Ou as-tu puiser cela ? Du génie humain ? Une expérience spirituelle hors-norme ?

Se poser ces questions pour sortir du déjà vu sur toi, pour entrer dans l’étonnement.

Ta manière originale de se situer par rapport au jeûne. Etonnement : tes disciples ne pratiquent pas cet exercice si constant des religions qui peut être vécu comme une manière d’obtenir une faveur de Dieu. Ce n’est pas cela pour toi. Il ne peut se justifier qu’en référence à toi, on jeûne si tu es absent, on ne jeûne pas puisque tu es présent. Mais n’es-tu pas toujours présent ?

Ce que tu donnes est toujours là. C’est donné. Ce n’est plus à attendre ou à demander. C’est donné gratuitement.

Ton mystère. Comment une telle vision de Dieu, de l’humain, de la foi, a-t-elle pu naitre en toi ? Ouverture : partir de ton humanité pour accéder à ton identité profonde.

Accéder à une pleine conscience de l’inouï de l’Evangile : le vin nouveau dans des outres neuves. Vin nouveau de l’Evangile. Une nouveauté qui ouvre de nouveaux chemins, de nouvelles pratiques déliées des voies anciennes d’un judaïsme qui s’est sclérosé.

Sinon la nouveauté sera perdue, détruite.

Malheureusement dans les premiers siècles de l’Eglise, de la nouveauté s’est perdue.

Si l’époux est avec eux.

Pourquoi te désigne-tu par ce mot ? Epoux parce que tu es un homme masculin mais ce qui est derrière ce mot vaut aussi pour l’épouse : celui-celle qui aime, qui est engagé-e, qui est lié-e à un autre. Celui-celle qui protège, se dévoue pour l’autre, se livre.

Tu es cet époux pour nous. Epoux, relation d’amour pour nous, joie des noces.

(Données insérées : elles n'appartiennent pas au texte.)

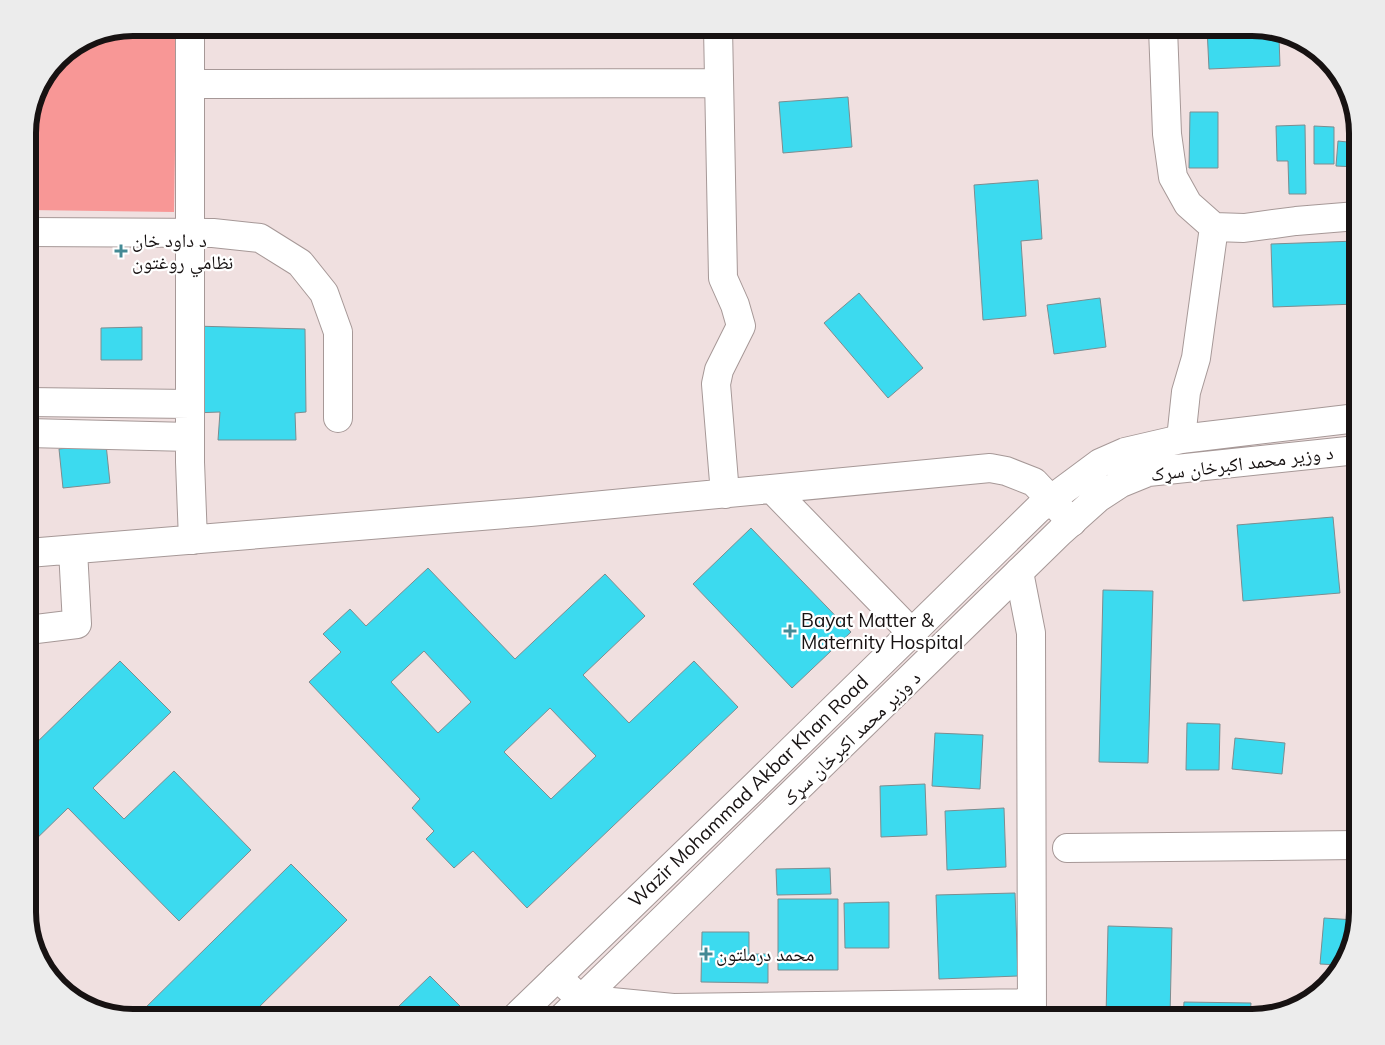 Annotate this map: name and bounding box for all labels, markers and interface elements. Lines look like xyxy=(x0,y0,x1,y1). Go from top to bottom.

Evangile du vin nouveau et du drap neuf.

La nouveauté de ton chemin spirituel …Comment a-t-on pu le détourner ?

Comment as-tu pu murir ce chemin qui s’incarnait dans des gestes et des paroles ?

D’où cela te venait-il ?

Tu n’es pas fondateur de religion, tu es la subversion du religieux.

En risquant un slogan de ton programme :

l’humain au centre.

Cela synthétiserait bien ta vie et ton œuvre.